In [8]:
import gradio as gr
import pandas as pd
import numpy as np
import matplotlib.pyplot as plt

def benfords_law_analysis_with_confidence(file, column):
    df = pd.read_csv(file.name)
    data = pd.to_numeric(df[column], errors='coerce').dropna()
    data = data[data > 0]
    if data.empty:
        return None, "No valid positive numeric data in this column."

    first_digits = data.astype(str).str.replace(r'\D', '', regex=True).str[0].astype(int)
    actual_freq = first_digits.value_counts(normalize=True).sort_index()
    benford_freq = np.log10(1 + 1 / np.arange(1, 10))
    benford_series = pd.Series(benford_freq, index=np.arange(1, 10))

    # Align indexes
    actual_freq = actual_freq.reindex(np.arange(1, 10), fill_value=0)
    digits = np.arange(1, 10)

    # Plot
    fig, ax = plt.subplots(figsize=(10, 6))
    # Actual data as bar graph
    ax.bar(digits, actual_freq, width=0.6, alpha=0.7, label="Expected Frequencies (Bar)", color='skyblue', zorder=1)
    # Benford's expected as line graph
    ax.plot(digits, benford_series, color='red', marker='o', linewidth=2, label="Theoretical Benford Frequencies (Line)", zorder=2)
    ax.set_xlabel('Leading Digit')
    ax.set_ylabel('Frequency')
    ax.set_xticks(digits)
    ax.legend()
    ax.set_title(f"Benford's Law: Expected Frequencies (Bar) and Theoretical Frequencies (Line)")
    plt.tight_layout()

    # Calculate fraud confidence
    deviation = actual_freq - benford_series
    total_deviation = np.sum(np.abs(deviation))
    max_deviation = 0.5  # Empirical threshold
    confidence = min(1.0, total_deviation / max_deviation) * 100
    fraud_threshold = 30  # If confidence exceeds this, flag as fraud
    fraud_detected = confidence >= fraud_threshold
    fraud_message = f"Fraud detected with {confidence:.1f}% confidence." if fraud_detected else f"No significant fraud detected (confidence {confidence:.1f}%)."

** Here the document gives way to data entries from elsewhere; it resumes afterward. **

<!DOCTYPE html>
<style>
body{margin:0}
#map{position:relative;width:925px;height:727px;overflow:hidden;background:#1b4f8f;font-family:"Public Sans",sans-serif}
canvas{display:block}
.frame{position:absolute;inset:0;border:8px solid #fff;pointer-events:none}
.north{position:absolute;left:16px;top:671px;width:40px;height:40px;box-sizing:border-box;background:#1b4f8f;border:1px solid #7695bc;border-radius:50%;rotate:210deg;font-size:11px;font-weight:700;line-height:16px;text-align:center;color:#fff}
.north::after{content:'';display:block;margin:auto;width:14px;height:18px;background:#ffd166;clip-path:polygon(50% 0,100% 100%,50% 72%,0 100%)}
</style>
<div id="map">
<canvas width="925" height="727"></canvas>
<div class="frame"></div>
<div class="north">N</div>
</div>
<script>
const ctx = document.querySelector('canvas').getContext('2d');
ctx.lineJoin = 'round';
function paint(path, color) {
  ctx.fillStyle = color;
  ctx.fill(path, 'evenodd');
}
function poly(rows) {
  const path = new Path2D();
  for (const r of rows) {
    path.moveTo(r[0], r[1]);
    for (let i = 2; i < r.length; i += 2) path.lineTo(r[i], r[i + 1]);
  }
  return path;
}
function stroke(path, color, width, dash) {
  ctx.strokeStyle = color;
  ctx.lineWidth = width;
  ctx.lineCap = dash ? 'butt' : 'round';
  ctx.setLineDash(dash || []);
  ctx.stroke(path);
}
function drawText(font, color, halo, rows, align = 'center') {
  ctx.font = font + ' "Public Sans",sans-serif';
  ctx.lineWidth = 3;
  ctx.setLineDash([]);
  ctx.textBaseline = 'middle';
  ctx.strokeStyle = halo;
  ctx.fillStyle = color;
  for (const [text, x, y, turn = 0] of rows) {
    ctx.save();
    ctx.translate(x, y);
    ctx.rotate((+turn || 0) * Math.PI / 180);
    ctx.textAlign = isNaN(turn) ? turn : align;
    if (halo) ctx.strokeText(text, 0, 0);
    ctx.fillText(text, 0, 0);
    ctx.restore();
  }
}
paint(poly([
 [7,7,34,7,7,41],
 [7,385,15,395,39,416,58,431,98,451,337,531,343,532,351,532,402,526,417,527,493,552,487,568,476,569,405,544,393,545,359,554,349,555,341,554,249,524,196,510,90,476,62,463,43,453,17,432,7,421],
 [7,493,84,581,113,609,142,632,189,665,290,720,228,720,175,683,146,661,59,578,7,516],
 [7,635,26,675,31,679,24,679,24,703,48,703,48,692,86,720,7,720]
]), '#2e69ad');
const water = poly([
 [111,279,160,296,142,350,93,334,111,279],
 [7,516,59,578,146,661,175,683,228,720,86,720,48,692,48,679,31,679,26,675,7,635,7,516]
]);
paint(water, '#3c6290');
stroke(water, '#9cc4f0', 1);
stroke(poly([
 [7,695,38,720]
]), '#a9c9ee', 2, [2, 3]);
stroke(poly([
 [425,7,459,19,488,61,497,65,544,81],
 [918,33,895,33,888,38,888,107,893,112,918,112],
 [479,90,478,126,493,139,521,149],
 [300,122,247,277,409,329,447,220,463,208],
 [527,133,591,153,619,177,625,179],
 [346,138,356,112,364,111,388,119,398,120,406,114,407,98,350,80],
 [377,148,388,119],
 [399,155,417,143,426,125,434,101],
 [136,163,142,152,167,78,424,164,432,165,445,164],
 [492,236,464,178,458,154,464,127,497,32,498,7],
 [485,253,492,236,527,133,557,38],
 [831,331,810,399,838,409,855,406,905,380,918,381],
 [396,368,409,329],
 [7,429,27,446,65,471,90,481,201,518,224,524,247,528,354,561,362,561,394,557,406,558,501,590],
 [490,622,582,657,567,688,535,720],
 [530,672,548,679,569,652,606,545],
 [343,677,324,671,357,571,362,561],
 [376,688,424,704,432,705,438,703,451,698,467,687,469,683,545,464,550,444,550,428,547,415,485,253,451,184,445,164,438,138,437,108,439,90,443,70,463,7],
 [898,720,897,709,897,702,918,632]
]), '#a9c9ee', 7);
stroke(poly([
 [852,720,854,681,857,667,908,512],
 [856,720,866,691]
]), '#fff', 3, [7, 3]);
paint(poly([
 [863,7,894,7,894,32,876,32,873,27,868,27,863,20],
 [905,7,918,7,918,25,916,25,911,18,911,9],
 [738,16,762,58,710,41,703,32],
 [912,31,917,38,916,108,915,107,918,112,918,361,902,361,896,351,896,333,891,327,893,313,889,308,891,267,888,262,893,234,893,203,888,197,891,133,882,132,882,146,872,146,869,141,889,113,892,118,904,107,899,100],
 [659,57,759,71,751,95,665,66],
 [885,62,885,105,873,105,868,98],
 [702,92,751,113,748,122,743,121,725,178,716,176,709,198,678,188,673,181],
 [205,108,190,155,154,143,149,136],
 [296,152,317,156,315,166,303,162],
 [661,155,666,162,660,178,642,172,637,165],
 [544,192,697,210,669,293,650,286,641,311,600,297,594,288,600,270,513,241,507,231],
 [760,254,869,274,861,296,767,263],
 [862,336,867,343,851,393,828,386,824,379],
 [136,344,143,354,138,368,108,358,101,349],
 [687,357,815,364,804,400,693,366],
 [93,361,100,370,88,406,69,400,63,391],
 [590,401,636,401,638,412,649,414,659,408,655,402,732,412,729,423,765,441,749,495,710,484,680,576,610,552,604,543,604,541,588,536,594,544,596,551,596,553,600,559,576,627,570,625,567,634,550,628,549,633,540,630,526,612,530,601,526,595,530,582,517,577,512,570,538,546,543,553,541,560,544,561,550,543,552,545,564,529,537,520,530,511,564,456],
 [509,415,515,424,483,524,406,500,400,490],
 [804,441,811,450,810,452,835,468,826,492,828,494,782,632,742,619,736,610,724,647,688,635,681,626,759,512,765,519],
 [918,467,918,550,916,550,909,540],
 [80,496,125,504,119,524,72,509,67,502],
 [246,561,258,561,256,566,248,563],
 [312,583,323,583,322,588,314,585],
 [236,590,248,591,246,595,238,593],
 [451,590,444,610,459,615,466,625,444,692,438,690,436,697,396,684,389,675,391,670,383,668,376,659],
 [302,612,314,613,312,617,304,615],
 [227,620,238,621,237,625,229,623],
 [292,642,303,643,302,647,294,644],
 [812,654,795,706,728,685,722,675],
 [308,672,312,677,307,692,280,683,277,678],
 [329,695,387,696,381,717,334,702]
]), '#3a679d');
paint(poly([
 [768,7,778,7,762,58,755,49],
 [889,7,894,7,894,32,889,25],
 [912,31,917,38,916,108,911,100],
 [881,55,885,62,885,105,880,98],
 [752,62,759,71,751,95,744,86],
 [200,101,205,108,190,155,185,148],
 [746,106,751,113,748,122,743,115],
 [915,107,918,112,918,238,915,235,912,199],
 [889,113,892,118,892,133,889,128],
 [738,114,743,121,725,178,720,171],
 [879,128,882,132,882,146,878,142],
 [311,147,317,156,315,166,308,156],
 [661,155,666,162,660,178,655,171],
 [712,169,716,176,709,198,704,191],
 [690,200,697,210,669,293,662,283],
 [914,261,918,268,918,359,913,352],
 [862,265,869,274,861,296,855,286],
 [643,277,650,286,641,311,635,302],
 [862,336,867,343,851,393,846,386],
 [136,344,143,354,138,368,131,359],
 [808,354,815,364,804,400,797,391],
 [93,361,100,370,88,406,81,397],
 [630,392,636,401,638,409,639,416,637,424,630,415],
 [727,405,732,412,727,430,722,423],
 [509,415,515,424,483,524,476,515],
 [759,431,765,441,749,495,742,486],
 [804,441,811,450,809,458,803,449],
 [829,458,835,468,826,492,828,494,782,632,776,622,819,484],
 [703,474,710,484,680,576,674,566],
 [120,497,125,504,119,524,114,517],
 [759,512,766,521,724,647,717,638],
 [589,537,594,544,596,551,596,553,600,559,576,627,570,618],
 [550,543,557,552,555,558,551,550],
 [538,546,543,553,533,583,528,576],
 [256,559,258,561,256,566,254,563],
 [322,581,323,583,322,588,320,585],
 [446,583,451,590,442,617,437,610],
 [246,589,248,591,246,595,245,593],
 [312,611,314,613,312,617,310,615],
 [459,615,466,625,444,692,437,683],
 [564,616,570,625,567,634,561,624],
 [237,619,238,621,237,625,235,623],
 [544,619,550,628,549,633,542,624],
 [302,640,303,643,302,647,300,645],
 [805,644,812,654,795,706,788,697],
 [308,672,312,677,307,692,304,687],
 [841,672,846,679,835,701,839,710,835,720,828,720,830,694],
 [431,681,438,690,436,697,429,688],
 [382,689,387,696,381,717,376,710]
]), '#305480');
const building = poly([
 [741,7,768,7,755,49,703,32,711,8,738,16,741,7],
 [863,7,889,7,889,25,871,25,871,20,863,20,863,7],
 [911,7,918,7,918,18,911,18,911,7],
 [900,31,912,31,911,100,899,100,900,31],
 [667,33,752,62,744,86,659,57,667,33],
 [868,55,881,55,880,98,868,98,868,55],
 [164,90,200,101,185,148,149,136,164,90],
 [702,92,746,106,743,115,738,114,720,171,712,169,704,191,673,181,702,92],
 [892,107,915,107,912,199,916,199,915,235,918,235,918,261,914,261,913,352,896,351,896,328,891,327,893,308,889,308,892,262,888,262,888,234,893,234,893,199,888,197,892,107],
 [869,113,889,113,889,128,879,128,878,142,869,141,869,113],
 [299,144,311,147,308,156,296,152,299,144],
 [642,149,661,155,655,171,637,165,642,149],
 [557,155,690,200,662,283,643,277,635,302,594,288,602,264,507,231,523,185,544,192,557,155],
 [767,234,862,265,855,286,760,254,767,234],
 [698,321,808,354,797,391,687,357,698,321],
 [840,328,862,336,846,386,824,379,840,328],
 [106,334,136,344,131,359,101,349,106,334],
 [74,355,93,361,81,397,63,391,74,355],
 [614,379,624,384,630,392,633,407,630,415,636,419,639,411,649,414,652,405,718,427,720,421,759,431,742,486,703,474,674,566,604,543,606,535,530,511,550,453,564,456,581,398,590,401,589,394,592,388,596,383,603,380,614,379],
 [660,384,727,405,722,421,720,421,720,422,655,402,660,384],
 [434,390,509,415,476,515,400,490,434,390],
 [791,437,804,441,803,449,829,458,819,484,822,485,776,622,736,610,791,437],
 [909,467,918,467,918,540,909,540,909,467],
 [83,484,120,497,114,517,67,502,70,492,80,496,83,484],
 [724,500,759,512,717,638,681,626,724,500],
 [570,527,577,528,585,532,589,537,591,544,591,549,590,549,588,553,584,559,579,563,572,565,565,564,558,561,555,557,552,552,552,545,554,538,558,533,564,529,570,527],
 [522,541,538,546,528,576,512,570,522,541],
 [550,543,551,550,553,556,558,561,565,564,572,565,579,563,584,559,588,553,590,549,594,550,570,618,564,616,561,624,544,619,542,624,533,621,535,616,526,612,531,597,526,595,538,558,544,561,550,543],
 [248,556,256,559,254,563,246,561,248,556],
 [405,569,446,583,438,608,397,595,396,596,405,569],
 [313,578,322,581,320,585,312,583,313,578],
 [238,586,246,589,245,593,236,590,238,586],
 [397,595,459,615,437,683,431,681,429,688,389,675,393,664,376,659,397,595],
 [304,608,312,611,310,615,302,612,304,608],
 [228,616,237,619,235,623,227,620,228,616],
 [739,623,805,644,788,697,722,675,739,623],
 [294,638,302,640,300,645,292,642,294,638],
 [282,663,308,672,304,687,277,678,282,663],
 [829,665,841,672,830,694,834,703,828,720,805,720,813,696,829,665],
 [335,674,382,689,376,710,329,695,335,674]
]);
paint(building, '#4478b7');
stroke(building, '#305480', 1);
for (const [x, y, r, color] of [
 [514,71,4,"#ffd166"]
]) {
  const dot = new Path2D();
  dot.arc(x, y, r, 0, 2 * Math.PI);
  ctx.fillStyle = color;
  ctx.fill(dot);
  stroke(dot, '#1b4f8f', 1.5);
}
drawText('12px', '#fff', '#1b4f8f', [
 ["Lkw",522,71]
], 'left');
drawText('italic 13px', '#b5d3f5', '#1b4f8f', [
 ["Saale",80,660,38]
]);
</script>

    return fig, fraud_message

def get_column_names(file):
    df = pd.read_csv(file.name, nrows=1)
    return list(df.columns)

with gr.Blocks() as demo:
    gr.Markdown("# Benford's Law Interactive Analysis with Fraud Confidence")
    file_input = gr.File(label="Upload CSV File")
    column_dropdown = gr.Dropdown(label="Select Column", choices=[], interactive=True)
    analyze_btn = gr.Button("Analyze")
    output_plot = gr.Plot()
    output_text = gr.Textbox(label="Fraud Confidence Result", interactive=False)

    def update_columns(file):
        if file is not None:
            return gr.update(choices=get_column_names(file))
        return gr.update(choices=[])

    file_input.change(update_columns, inputs=file_input, outputs=column_dropdown)
    analyze_btn.click(benfords_law_analysis_with_confidence, inputs=[file_input, column_dropdown], outputs=[output_plot, output_text])

demo.launch()


* Running on local URL:  http://127.0.0.1:7864

To create a public link, set `share=True` in `launch()`.